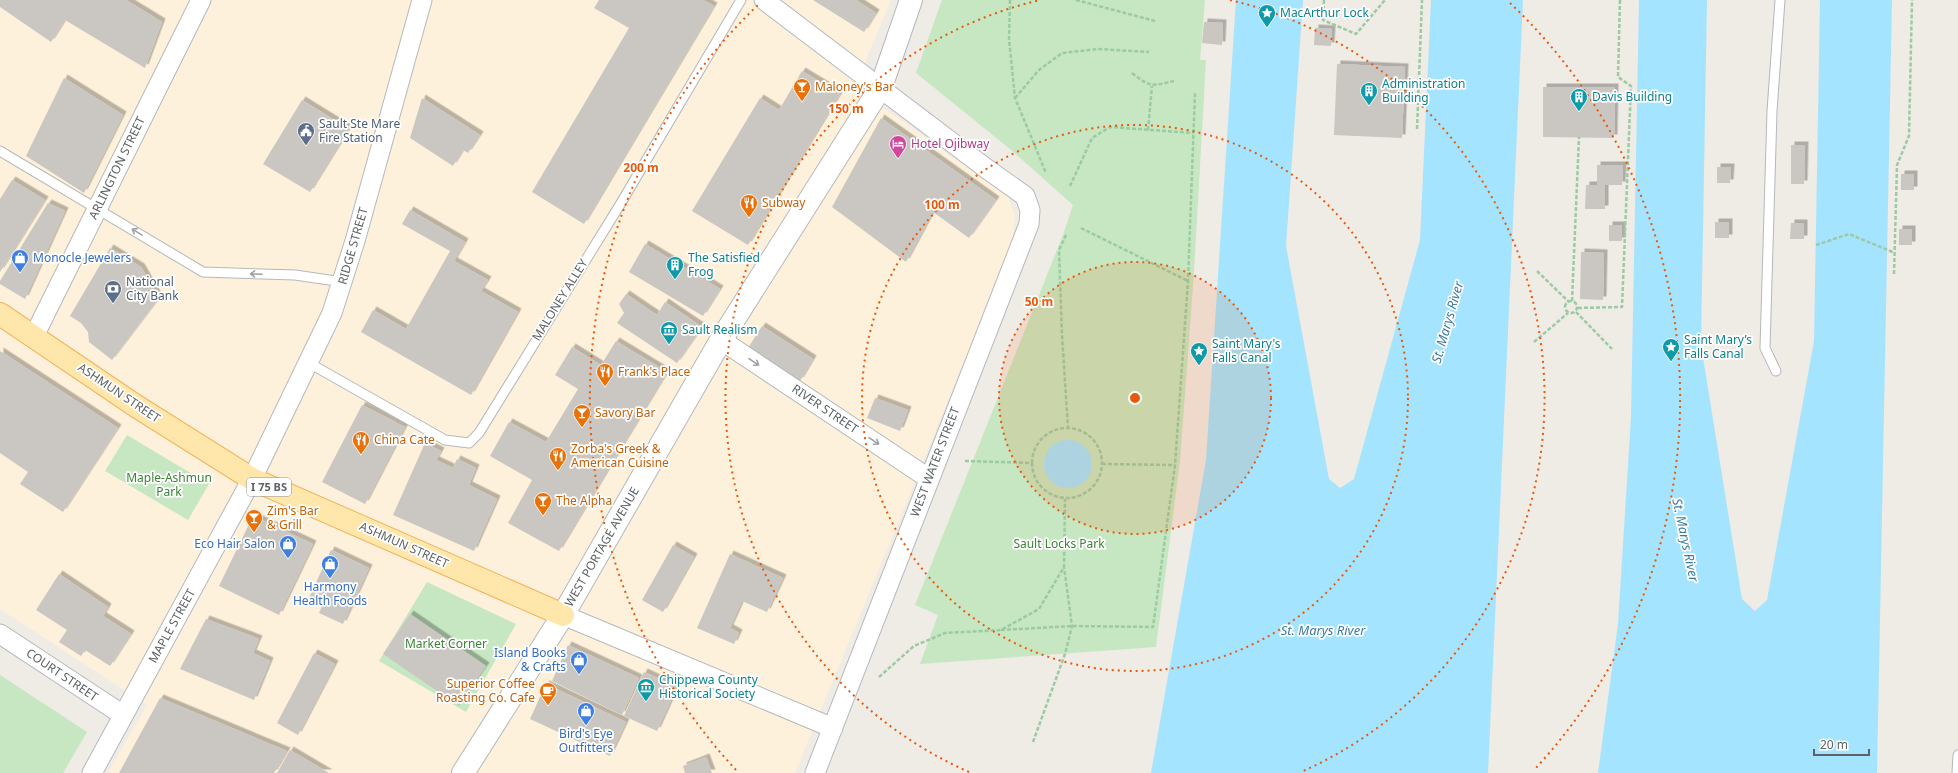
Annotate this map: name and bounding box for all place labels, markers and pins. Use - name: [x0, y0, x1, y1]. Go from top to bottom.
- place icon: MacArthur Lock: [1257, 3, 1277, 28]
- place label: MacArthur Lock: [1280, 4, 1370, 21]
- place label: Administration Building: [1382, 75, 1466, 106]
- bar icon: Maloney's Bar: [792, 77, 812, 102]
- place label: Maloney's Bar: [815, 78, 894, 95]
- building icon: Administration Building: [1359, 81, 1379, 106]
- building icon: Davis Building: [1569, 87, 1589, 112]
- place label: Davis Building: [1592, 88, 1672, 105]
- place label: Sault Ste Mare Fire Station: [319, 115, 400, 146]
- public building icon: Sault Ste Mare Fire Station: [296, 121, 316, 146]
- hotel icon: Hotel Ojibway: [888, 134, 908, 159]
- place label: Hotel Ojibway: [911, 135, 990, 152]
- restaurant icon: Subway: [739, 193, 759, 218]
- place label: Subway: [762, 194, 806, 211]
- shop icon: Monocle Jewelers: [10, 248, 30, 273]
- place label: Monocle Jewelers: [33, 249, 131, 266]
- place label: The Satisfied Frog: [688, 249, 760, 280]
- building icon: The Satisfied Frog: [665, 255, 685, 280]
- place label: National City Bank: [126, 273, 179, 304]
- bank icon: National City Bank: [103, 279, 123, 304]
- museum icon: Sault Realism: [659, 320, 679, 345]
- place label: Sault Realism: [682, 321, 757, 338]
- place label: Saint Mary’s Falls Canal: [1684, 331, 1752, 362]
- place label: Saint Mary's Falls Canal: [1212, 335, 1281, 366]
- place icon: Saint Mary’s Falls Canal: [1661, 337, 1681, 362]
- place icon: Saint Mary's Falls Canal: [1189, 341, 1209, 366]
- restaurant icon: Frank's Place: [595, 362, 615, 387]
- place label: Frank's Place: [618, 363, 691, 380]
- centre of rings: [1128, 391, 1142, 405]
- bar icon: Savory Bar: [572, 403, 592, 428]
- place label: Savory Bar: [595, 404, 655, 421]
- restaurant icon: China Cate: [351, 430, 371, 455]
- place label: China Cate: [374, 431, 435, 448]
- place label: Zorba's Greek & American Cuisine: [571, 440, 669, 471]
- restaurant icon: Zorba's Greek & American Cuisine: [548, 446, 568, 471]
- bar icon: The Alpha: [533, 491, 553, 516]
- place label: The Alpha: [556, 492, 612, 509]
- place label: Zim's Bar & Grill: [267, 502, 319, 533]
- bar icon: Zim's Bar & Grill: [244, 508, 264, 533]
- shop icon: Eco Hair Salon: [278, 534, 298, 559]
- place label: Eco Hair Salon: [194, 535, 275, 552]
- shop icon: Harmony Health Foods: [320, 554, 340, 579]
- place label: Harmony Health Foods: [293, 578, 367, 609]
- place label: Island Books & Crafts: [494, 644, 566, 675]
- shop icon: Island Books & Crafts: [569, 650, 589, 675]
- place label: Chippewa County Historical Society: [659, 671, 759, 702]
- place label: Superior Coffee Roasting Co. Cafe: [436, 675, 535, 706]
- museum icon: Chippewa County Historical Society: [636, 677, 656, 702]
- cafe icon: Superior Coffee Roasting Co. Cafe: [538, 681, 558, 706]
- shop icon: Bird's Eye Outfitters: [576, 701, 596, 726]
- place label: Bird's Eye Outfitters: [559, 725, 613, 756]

▬▬▬▬▬▬▬▬▬▬

To do -
Print the data exactly as written, dropping any images it holds.

Output for this task -
Annotate this map: name and bounding box for all place labels, markers and pins. Use - name: [x0, y0, x1, y1]. Go from top to bottom.
- place icon: MacArthur Lock: [1257, 3, 1277, 28]
- place label: MacArthur Lock: [1280, 4, 1370, 21]
- place label: Administration Building: [1382, 75, 1466, 106]
- bar icon: Maloney's Bar: [792, 77, 812, 102]
- place label: Maloney's Bar: [815, 78, 894, 95]
- building icon: Administration Building: [1359, 81, 1379, 106]
- building icon: Davis Building: [1569, 87, 1589, 112]
- place label: Davis Building: [1592, 88, 1672, 105]
- place label: Sault Ste Mare Fire Station: [319, 115, 400, 146]
- public building icon: Sault Ste Mare Fire Station: [296, 121, 316, 146]
- hotel icon: Hotel Ojibway: [888, 134, 908, 159]
- place label: Hotel Ojibway: [911, 135, 990, 152]
- restaurant icon: Subway: [739, 193, 759, 218]
- place label: Subway: [762, 194, 806, 211]
- shop icon: Monocle Jewelers: [10, 248, 30, 273]
- place label: Monocle Jewelers: [33, 249, 131, 266]
- place label: The Satisfied Frog: [688, 249, 760, 280]
- building icon: The Satisfied Frog: [665, 255, 685, 280]
- place label: National City Bank: [126, 273, 179, 304]
- bank icon: National City Bank: [103, 279, 123, 304]
- museum icon: Sault Realism: [659, 320, 679, 345]
- place label: Sault Realism: [682, 321, 757, 338]
- place label: Saint Mary’s Falls Canal: [1684, 331, 1752, 362]
- place label: Saint Mary's Falls Canal: [1212, 335, 1281, 366]
- place icon: Saint Mary’s Falls Canal: [1661, 337, 1681, 362]
- place icon: Saint Mary's Falls Canal: [1189, 341, 1209, 366]
- restaurant icon: Frank's Place: [595, 362, 615, 387]
- place label: Frank's Place: [618, 363, 691, 380]
- centre of rings: [1128, 391, 1142, 405]
- bar icon: Savory Bar: [572, 403, 592, 428]
- place label: Savory Bar: [595, 404, 655, 421]
- restaurant icon: China Cate: [351, 430, 371, 455]
- place label: China Cate: [374, 431, 435, 448]
- place label: Zorba's Greek & American Cuisine: [571, 440, 669, 471]
- restaurant icon: Zorba's Greek & American Cuisine: [548, 446, 568, 471]
- bar icon: The Alpha: [533, 491, 553, 516]
- place label: The Alpha: [556, 492, 612, 509]
- place label: Zim's Bar & Grill: [267, 502, 319, 533]
- bar icon: Zim's Bar & Grill: [244, 508, 264, 533]
- shop icon: Eco Hair Salon: [278, 534, 298, 559]
- place label: Eco Hair Salon: [194, 535, 275, 552]
- shop icon: Harmony Health Foods: [320, 554, 340, 579]
- place label: Harmony Health Foods: [293, 578, 367, 609]
- place label: Island Books & Crafts: [494, 644, 566, 675]
- shop icon: Island Books & Crafts: [569, 650, 589, 675]
- place label: Chippewa County Historical Society: [659, 671, 759, 702]
- place label: Superior Coffee Roasting Co. Cafe: [436, 675, 535, 706]
- museum icon: Chippewa County Historical Society: [636, 677, 656, 702]
- cafe icon: Superior Coffee Roasting Co. Cafe: [538, 681, 558, 706]
- shop icon: Bird's Eye Outfitters: [576, 701, 596, 726]
- place label: Bird's Eye Outfitters: [559, 725, 613, 756]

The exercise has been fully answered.